Webster Professor Van McElwee showcases abstract ‘Dream’ films
A Japanese woman walking down a tunnel transforms as images of jet planes, mosques and other architecture plays over it. As one image begins to pull out of another, all that remains of the initial shot in Van McElwee’s “Dream Travel” is the Japanese woman.
McElwee, professor of electronic and photographic media at Webster University, showed off his two newest abstract films “Dream Travel” and “Travel Dream” to an open lecture on Friday, Jan. 18 in the Winifred-Moore Auditorium.
When it comes to taking meaning from his pieces, McElwee said he was purposefully vague because he wanted the viewers to take their own meanings.
“It’s more interesting to get meanings (rather) than (one) meaning,” McElwee said. “I think it’d be boring to decide on a meaning and give it to someone as a riddle. Life is like a mystery. So, why should art be anything less?”
The films are intended to imitate a lucid dream for the viewer with layered images and sounds from McElwee’s worldwide travels. The films were shot during the ‘90s when McElwee traveled throughout Asia. He didn’t begin to use the footage until 2011.

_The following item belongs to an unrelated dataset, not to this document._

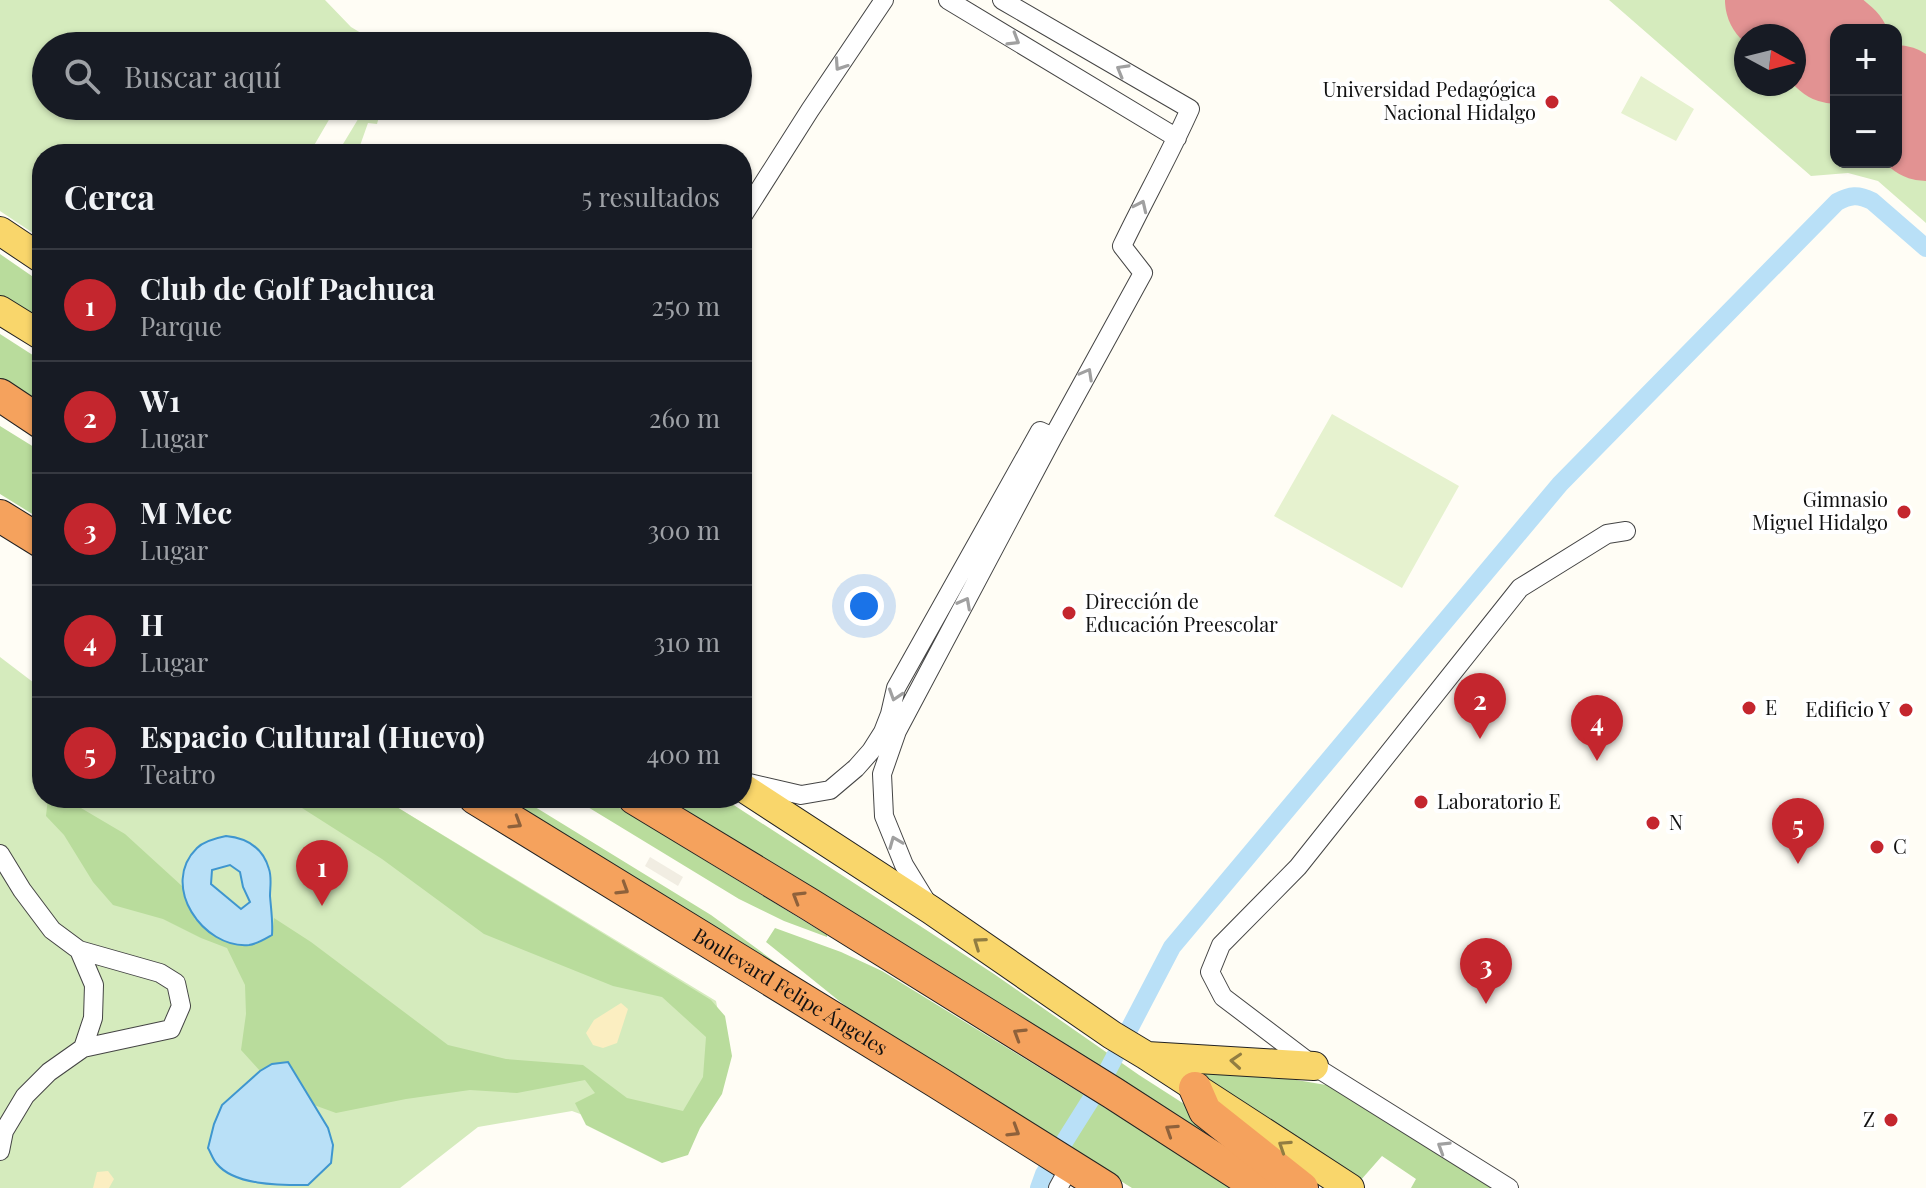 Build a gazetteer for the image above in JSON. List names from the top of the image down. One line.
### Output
{"streets":{"highway":["Boulevard Felipe Ángeles"]},"places":["Universidad Pedagógica Nacional Hidalgo","Gimnasio Miguel Hidalgo","Dirección de Educación Preescolar","E","Edificio Y","Laboratorio E","N","C","Z"],"north":"right","page":{"map_buttons":["+","−"],"search":"Buscar aquí","heading":["Cerca","5 resultados"],"list":[{"mark":"1","name":"Club de Golf Pachuca","note":"Parque","value":"250 m"},{"mark":"2","name":"W1","note":"Lugar","value":"260 m"},{"mark":"3","name":"M Mec","note":"Lugar","value":"300 m"},{"mark":"4","name":"H","note":"Lugar","value":"310 m"},{"mark":"5","name":"Espacio Cultural (Huevo)","note":"Teatro","value":"400 m"}],"pins":["2","4","5","1","3"]}} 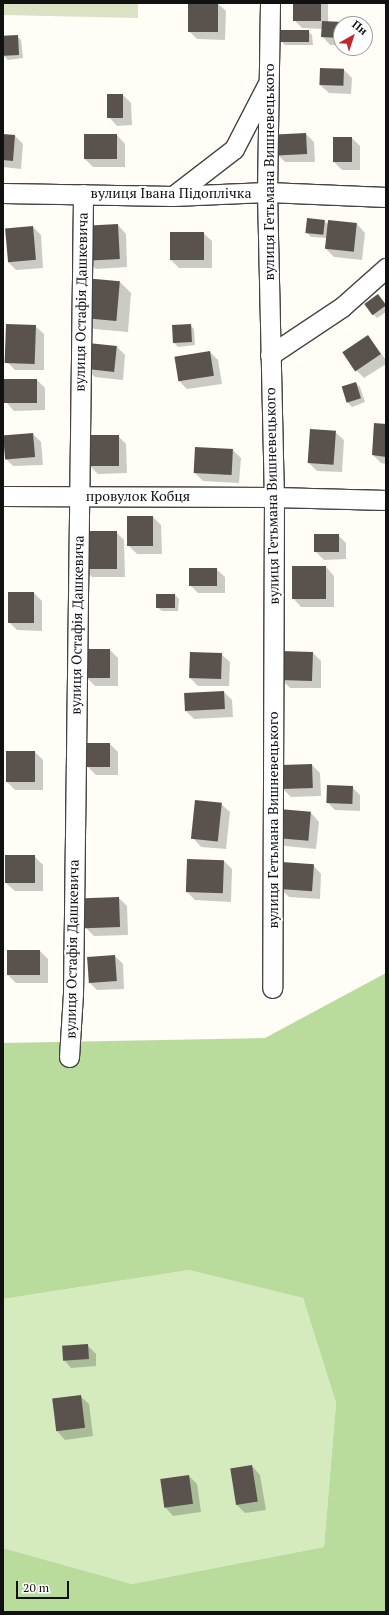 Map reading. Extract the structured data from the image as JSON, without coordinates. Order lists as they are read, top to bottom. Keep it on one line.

After each film played, the floor went to the audience for questions. Discussion ranged from the religious connotations of McElwee’s films to the technical side of how he edited his pieces.
One scene in which McElwee layered an image of fish over a massive cathedral prompted some viewers to ask about the religious meaning of the scene, because the fish is a symbol of Christianity.
“Not consciously. Unconsciously, probably,” McElwee said.
Aaron Nandor, junior graphic design major, grew an appreciation for McElwee’s art during a class with McElwee.
“I’m a big fan of his video work,” Nandor said. “Through having him as a teacher, I looked up some of his work. I think this one had a bit more of a narrative quality to it. But others of his are a lot more organic and flowing.”
McElwee started as a painter, but his interest in sound led him to multimedia as a means of creating his art.
“I was a painting major,” McElwee said. “In graduate school, I became interested in time-based media and working with sound. Even when I was painting, I was working with sounds.”
McElwee earned his Master of Fine Arts in multimedia from the Washington University School of Fine Arts in St. Louis. He said his first experiments in video were minimalistic.
“(For the) first few years I was working with video, I’d point the camera at the monitor and tilt the camera to create a feedback,” McElwee said. “And you would see one monitor inside another monitor. If you tilt the camera, then you create a series of logarithmic spirals. And if you zoom in and out, you get very creative abstract.”
McElwee has shown his work internationally, and in February, he will travel to Artpool in Budapest, Hungary. Then, he will exhibit his work at ASIFA (Association Internationale du Film d’Animation) in Vienna. Holger Lang, adjunct professor at Webster’s Vienna campus, is organizing the show.